Data extracts:
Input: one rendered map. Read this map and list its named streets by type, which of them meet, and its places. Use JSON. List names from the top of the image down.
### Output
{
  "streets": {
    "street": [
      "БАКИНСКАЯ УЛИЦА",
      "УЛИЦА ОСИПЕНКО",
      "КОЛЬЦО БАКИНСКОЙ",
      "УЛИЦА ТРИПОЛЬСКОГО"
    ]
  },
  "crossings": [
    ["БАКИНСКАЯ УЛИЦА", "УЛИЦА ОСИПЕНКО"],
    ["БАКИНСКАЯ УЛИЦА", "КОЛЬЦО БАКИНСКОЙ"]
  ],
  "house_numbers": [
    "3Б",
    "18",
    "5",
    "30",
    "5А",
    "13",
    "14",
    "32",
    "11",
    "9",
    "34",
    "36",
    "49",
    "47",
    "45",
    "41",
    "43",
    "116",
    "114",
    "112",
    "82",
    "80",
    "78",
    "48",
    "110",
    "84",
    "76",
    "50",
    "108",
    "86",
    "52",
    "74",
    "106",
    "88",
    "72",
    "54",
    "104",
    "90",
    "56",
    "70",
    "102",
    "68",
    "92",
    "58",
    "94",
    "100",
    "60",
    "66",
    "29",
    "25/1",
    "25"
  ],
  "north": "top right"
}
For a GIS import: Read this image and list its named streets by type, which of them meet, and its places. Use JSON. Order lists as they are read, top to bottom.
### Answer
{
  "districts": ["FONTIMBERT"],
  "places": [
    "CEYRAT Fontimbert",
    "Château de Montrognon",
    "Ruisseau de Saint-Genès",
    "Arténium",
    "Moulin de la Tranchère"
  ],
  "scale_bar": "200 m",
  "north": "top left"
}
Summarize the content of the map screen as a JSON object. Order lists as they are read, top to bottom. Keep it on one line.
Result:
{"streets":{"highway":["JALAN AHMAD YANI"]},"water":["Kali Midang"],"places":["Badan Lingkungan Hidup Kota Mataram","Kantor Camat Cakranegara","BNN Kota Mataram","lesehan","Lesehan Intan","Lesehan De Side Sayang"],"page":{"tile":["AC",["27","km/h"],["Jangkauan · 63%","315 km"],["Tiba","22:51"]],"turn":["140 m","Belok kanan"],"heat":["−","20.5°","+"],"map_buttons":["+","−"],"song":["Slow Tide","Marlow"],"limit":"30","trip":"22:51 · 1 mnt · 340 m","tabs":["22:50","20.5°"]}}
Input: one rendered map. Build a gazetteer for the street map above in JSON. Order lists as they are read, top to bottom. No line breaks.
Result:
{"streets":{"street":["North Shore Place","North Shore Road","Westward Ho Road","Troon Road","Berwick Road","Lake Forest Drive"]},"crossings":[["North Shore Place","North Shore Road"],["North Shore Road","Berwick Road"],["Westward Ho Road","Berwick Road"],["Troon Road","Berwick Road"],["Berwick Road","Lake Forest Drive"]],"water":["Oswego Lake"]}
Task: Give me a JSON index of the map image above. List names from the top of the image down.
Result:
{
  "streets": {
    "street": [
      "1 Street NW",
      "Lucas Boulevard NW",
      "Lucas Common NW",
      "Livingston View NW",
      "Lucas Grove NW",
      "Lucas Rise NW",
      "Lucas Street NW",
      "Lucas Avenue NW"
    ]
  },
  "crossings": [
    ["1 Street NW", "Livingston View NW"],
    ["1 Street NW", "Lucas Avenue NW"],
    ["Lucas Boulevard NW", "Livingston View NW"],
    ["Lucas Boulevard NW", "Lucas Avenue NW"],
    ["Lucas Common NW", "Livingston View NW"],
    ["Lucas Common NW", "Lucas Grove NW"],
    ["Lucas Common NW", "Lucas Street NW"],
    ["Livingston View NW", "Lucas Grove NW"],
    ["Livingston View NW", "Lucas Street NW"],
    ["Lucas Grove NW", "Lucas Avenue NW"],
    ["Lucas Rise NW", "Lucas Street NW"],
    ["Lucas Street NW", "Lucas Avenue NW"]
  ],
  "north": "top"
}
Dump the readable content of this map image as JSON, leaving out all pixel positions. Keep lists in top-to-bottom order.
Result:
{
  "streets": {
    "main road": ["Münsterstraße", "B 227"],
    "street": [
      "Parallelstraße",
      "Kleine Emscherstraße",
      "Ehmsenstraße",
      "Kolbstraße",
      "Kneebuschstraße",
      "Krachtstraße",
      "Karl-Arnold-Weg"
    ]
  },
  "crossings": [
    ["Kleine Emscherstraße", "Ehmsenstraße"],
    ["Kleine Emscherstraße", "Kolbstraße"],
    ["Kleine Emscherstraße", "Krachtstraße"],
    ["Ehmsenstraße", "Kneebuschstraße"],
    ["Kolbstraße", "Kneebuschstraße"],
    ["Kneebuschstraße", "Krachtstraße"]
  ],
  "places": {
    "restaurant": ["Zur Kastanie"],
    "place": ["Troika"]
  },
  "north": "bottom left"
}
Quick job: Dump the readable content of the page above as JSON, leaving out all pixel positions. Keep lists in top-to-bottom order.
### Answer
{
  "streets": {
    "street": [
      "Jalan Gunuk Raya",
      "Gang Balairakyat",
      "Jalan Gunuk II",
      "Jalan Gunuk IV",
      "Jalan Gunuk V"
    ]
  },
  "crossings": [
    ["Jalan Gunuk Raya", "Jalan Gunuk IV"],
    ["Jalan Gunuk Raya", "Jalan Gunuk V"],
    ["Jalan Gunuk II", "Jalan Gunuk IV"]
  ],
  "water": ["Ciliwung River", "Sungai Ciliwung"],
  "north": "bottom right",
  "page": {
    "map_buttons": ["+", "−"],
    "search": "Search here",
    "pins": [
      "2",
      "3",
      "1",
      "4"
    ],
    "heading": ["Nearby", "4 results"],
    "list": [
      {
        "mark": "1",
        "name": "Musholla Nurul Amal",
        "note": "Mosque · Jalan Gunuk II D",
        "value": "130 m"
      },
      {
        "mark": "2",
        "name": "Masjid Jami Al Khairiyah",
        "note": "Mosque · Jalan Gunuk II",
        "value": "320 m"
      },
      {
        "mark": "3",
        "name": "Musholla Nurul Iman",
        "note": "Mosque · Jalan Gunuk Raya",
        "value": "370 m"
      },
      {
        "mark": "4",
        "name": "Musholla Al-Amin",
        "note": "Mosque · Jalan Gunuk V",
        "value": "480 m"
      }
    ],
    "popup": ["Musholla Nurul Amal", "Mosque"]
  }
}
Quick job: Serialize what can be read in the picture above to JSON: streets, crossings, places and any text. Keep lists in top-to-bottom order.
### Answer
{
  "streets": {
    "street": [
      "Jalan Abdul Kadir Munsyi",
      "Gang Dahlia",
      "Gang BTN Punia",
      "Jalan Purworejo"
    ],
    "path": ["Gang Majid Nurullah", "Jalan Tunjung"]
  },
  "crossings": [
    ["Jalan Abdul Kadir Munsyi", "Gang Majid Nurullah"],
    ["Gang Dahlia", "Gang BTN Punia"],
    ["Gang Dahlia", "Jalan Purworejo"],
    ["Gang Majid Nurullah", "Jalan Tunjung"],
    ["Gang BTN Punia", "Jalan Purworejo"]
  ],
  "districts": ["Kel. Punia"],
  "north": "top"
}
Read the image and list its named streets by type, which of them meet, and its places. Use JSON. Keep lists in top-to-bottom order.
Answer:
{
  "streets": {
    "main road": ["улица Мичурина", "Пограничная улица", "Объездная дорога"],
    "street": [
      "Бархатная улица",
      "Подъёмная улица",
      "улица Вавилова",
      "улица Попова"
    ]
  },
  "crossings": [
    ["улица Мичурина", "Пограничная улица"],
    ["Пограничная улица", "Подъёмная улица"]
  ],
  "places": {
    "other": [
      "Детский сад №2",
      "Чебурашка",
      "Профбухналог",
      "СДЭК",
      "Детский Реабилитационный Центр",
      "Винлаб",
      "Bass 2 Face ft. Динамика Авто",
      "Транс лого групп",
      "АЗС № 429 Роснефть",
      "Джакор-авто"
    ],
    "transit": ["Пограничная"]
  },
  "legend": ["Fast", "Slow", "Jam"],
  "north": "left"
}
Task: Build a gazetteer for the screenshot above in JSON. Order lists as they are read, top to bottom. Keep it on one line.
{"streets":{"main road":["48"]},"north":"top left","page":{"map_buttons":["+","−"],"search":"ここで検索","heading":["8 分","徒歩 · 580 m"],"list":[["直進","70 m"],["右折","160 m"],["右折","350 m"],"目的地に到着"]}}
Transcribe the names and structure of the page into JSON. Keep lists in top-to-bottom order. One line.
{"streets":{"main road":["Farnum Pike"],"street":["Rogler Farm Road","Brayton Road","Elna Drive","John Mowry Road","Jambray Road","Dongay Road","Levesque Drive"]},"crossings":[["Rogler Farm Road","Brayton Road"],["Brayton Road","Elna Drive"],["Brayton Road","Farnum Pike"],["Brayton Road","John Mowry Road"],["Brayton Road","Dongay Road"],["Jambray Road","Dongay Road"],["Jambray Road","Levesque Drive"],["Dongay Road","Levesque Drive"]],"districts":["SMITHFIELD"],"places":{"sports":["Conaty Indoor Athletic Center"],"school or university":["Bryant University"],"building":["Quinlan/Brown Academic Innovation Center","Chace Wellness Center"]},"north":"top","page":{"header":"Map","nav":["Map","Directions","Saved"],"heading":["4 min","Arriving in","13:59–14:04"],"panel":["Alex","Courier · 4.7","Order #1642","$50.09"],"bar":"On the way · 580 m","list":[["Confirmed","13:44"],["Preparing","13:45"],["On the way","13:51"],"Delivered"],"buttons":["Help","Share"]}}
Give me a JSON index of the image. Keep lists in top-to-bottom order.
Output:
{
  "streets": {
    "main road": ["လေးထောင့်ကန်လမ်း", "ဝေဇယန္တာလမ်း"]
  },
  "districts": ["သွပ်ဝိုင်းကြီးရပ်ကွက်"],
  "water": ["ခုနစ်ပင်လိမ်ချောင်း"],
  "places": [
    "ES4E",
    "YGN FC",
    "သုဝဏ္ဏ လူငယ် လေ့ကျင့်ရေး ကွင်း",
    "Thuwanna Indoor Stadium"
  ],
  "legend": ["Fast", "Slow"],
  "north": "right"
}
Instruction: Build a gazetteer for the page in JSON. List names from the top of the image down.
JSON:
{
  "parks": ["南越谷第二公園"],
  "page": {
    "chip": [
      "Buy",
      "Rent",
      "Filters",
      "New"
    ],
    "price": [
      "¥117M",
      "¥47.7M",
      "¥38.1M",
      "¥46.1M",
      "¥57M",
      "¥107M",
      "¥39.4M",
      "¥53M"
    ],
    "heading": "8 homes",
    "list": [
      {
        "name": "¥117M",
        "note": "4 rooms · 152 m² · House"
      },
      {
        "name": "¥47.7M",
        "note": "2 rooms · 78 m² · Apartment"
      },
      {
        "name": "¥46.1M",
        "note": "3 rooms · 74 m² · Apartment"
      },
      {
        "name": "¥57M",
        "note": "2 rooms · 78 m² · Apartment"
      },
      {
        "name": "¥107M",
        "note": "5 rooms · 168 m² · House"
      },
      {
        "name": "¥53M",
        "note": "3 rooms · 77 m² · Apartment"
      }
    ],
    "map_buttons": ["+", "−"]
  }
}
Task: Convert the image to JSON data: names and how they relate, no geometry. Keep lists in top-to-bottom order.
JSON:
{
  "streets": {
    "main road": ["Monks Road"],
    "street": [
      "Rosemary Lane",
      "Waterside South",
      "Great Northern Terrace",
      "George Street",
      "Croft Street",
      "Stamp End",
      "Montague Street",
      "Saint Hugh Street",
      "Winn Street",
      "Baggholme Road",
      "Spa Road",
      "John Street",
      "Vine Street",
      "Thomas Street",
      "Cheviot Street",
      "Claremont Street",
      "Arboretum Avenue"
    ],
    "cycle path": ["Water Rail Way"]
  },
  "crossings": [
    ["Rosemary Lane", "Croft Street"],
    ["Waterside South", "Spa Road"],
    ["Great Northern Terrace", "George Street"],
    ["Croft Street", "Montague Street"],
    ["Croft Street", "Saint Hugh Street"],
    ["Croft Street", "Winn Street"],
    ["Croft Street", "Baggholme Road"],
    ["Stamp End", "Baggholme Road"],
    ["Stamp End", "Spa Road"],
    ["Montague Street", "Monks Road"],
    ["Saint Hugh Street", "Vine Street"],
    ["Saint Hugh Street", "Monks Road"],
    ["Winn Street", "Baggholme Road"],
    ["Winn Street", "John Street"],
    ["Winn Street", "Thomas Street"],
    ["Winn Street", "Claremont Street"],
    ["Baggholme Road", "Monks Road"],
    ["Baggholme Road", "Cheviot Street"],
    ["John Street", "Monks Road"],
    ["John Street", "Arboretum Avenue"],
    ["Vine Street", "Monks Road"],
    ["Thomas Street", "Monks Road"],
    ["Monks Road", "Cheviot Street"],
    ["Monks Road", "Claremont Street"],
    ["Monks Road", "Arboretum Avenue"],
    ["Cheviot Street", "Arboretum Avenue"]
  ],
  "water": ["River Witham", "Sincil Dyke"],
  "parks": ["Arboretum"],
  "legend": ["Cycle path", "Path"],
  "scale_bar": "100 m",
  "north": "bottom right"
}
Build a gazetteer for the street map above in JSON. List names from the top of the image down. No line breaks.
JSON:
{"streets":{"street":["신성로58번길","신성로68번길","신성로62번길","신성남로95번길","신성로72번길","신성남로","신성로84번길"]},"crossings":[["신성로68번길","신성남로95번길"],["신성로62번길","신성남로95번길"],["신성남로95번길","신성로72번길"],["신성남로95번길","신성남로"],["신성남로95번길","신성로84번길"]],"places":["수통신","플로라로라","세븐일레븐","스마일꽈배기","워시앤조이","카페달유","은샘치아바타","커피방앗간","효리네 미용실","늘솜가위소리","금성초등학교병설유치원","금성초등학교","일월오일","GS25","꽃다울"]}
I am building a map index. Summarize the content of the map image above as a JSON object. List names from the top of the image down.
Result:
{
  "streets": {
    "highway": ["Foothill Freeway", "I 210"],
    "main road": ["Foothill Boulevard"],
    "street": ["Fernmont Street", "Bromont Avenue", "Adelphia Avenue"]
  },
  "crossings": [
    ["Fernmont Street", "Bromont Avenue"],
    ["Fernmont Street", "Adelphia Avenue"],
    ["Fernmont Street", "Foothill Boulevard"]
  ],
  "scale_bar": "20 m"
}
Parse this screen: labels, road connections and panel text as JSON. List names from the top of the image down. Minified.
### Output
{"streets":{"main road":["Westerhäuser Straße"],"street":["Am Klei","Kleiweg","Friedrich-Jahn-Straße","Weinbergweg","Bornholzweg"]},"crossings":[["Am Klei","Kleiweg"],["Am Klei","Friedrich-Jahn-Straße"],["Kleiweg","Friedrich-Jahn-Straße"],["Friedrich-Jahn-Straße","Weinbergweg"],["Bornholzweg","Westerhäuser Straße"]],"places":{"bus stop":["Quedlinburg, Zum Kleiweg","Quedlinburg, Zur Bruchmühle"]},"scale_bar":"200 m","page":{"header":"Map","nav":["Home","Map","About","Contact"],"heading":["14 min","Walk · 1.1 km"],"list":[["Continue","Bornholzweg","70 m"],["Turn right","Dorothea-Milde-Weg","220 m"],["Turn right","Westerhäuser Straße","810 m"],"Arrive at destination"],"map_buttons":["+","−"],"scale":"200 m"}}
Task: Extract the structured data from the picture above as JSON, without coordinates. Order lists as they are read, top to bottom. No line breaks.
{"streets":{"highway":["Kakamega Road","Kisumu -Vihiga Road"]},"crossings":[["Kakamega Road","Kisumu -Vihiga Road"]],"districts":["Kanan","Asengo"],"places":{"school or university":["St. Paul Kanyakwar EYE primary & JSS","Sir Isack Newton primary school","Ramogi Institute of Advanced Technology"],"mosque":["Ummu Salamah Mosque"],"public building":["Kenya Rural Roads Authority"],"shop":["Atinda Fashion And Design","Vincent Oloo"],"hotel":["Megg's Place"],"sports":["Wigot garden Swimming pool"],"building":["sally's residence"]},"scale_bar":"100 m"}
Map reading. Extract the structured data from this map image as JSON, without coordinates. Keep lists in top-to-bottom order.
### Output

Instructions to follow: Using the material, show each line where the string "pixel" can be found.

Solution:
Dump the readable content of this map image as JSON, leaving out all pixel positions. Keep lists in top-to-bottom order.
Quick job: Dump the readable content of the page above as JSON, leaving out all pixel positions. Keep lists in top-to-bottom order.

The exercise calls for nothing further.